When Tillery investigated, he found that Zuckerberg had inserted a line of code into his own profile that was causing the crashes. It was easily fixed. Of course it was Mark, Tillery thought. “He was very competitive, and very, very, very smart. He wanted to see if he could push what I was doing a little further. I saw it as a test and just him flagging for people that his skills were, well, better than mine.”

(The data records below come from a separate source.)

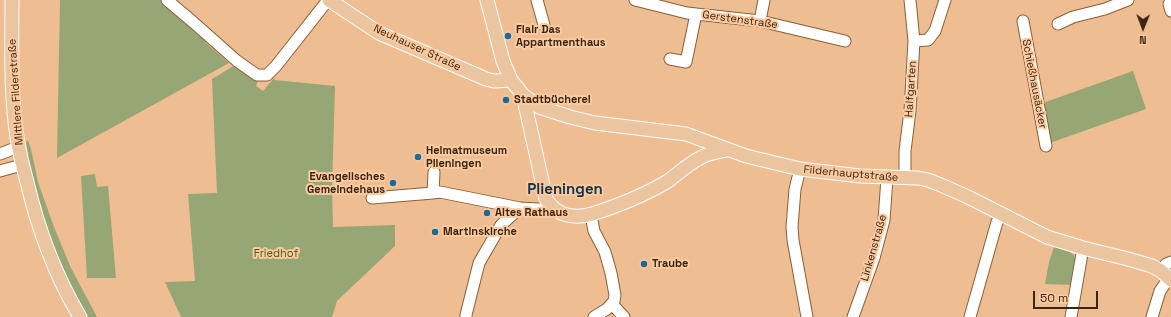 <!DOCTYPE html>
<html>
<head>
<meta charset="utf-8">
<style>
	body { margin:0 }
	#map { position:relative; width:1171px; height:317px; overflow:hidden; background:#efbd92; font-family:"Space Grotesk",sans-serif }
	canvas { display:block }
	.north { position:absolute; left:1123px; top:8px; width:40px; height:40px; -webkit-text-stroke:3px #fcca9e; paint-order:stroke; rotate:181deg; font-size:11px; font-weight:700; line-height:16px; text-align:center; color:#392614 }
	.north::after { content:''; display:block; margin:auto; width:14px; height:18px; background:#392614; clip-path:polygon(50% 0,100% 100%,50% 72%,0 100%) }
	.scale { position:absolute; left:1033px; top:291px; width:65px; height:18px; box-sizing:border-box; border:2px solid #392614; border-top:0; padding-left:5px; font-size:12px; line-height:14px; white-space:nowrap; color:#392614; -webkit-text-stroke:3px #fcca9e; paint-order:stroke }
</style>
</head>
<body>
<div id="map">
<canvas width="1171" height="317"></canvas>
<div class="north">N</div>
<div class="scale">50 m</div>
</div>
<script>
const c = document.querySelector('canvas').getContext('2d');
c.lineJoin = 'round';
function paint(path, color) { c.fillStyle = color; c.fill(path, 'evenodd'); }
function trace(path, color, width, dash) { c.strokeStyle = color; c.lineWidth = width; c.lineCap = dash ? 'butt' : 'round'; c.setLineDash(dash || []); c.stroke(path); }
function drawText(font, color, halo, rows, align = 'center') {
  c.font = font + ' "Space Grotesk",sans-serif'; c.lineWidth = 4; c.setLineDash([]); c.textBaseline = 'middle'; c.strokeStyle = halo; c.fillStyle = color; for (const [text, x, y, turn = 0] of rows) {
    c.save(); c.translate(x, y); c.rotate((+turn || 0) * Math.PI / 180); c.textAlign = isNaN(turn) ? turn : align; if (halo) c.strokeText(text, 0, 0); c.fillText(text, 0, 0); c.restore();
  }
}
paint(new Path2D(`
	M60 0H163L198 28 206 43 229 63 57 158Z
	M237 64 256 79 258 81 256 86 263 91 274 78 275 80 335 86 332 189 333 227 395 225V246L337 301 332 317H181L165 282 195 281 188 194 217 193 212 79Z
	M1133 71 1146 109 1047 144 1040 104Z
	M28 140 31 149 38 182 54 227 71 268 97 317H85L78 305 45 225 29 164 26 142Z
	M95 174 97 187 108 186 116 278H87L81 176Z
	M1054 247 1068 251 1074 255 1076 262 1072 285 1045 284 1049 262Z`), '#97a675');
const minor = new Path2D(`
	M167 0 193 22 237 61 257 75H267L276 66 328 0
	M537 0 544 25
	M635 0 687 13 760 21 845 41
	M1169 4 1171 11
	M760 21 764 0
	M1023 21 1046 146
	M1058 24 1073 17 1105 9 1128 0
	M914 41 928 40 935 31 945 0
	M670 59 686 62 696 14
	M0 154 18 147
	M800 169 795 189 792 227 793 240 807 317
	M0 171 22 165
	M434 172 433 193 440 192 520 208 556 210
	M905 178V151L910 111 914 41 910 0
	M372 198 433 193
	M591 215 594 231 605 252 611 273 615 295 614 301 607 309 594 317
	M1161 271 1166 264 1171 262
	M612 304 624 317
	M466 317V315L479 263 501 225 520 208
	M853 317 874 258 884 220 887 178
	M970 317 997 222 1002 214
	M1071 317 1083 248
	M1152 317 1160 291 1169 278`);
const major = new Path2D(`
	M12 0C12 45 10 92 17 137 19 152 23 167 27 182 38 229 55 275 80 317
	M329 0 379 33 486 79 494 81 511 80
	M487 0 503 61 511 80 523 95 539 107 570 117 595 123 686 134 746 156 800 169 860 176 918 178 928 180 941 185 968 197 1047 237 1083 248 1128 259 1152 266 1161 271 1171 280
	M523 95 546 199C551 207 558 213 567 215 575 217 585 216 592 214 615 207 647 194 668 181 679 173 688 164 700 158 708 153 718 152 727 150`);
trace(minor, '#8b5f35', 13);
trace(major, '#fff', 15);
trace(minor, '#fff', 11);
trace(major, '#ebc4a0', 13);
for (const [x, y, r, color] of [
	[508,36,4,"#1b6a9c"],
	[506,100,4,"#1b6a9c"],
	[418,157,4,"#1b6a9c"],
	[393,183,4,"#1b6a9c"],
	[487,213,4,"#1b6a9c"],
	[435,232,4,"#1b6a9c"],
	[644,264,4,"#1b6a9c"]
]) { const dot = new Path2D(); dot.arc(x, y, r, 0, 2 * Math.PI); c.fillStyle = color; c.fill(dot); trace(dot, '#fcca9e', 1.5); }
drawText('11px', '#392614', '#fcca9e', [
	["Gerstenstraße",740,20,8],
	["Neuhauser Straße",417,48,25],
	["Schießhausäcker",1034,84,79],
	["Halfgarten",911,89,-86],
	["Mittlere Filderstraße",16,92,-94],
	["Filderhauptstraße",851,174,5],
	["Linkenstraße",874,248,-74]
]);
drawText('bold 11px', '#392614', '#fcca9e', [
	["Flair Das",516,30],
	["Appartmenthaus",516,43],
	["Stadtbücherei",514,100],
	["Heimatmuseum",426,151],
	["Plieningen",426,164],
	["Evangelisches",385,177,"right"],
	["Gemeindehaus",385,190,"right"],
	["Altes Rathaus",495,213],
	["Martinskirche",443,232],
	["Traube",652,264]
], 'left');
drawText('11px', '#495a17', '#fcca9e', [
	["Friedhof",276,254]
]);
drawText('bold 15px', '#13364f', '#fcca9e', [
	["Plieningen",565,190]
]);
</script>
</body>
</html>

The Facebook origin story—how Zuckerberg got drunk one night at Harvard two years later and started a blog to rate his female classmates—is well worn at this point. But what often gets omitted from the mythology is the fact that while many students immediately embraced Zuckerberg’s creation, called “FaceMash,” others were alarmed by the invasion of privacy. Just days after FaceMash was launched, two student groups at Harvard, Fuerza Latina, a pan-Latino cultural group, and the Association of Black Harvard Women, emailed Zuckerberg to voice concerns about his site.1

Zuckerberg responded directly to both groups, explaining that the popularity of the site had come as a surprise. “I understood that some parts were still a little sketchy and I wanted some more time to think about whether or not this was really appropriate to release to the Harvard community,” he wrote in an email he knew would be made public. He added: “This is not how I meant for things to go, and I apologize for any harm done as a result of my neglect to consider how quickly the site would spread and its consequences thereafter.”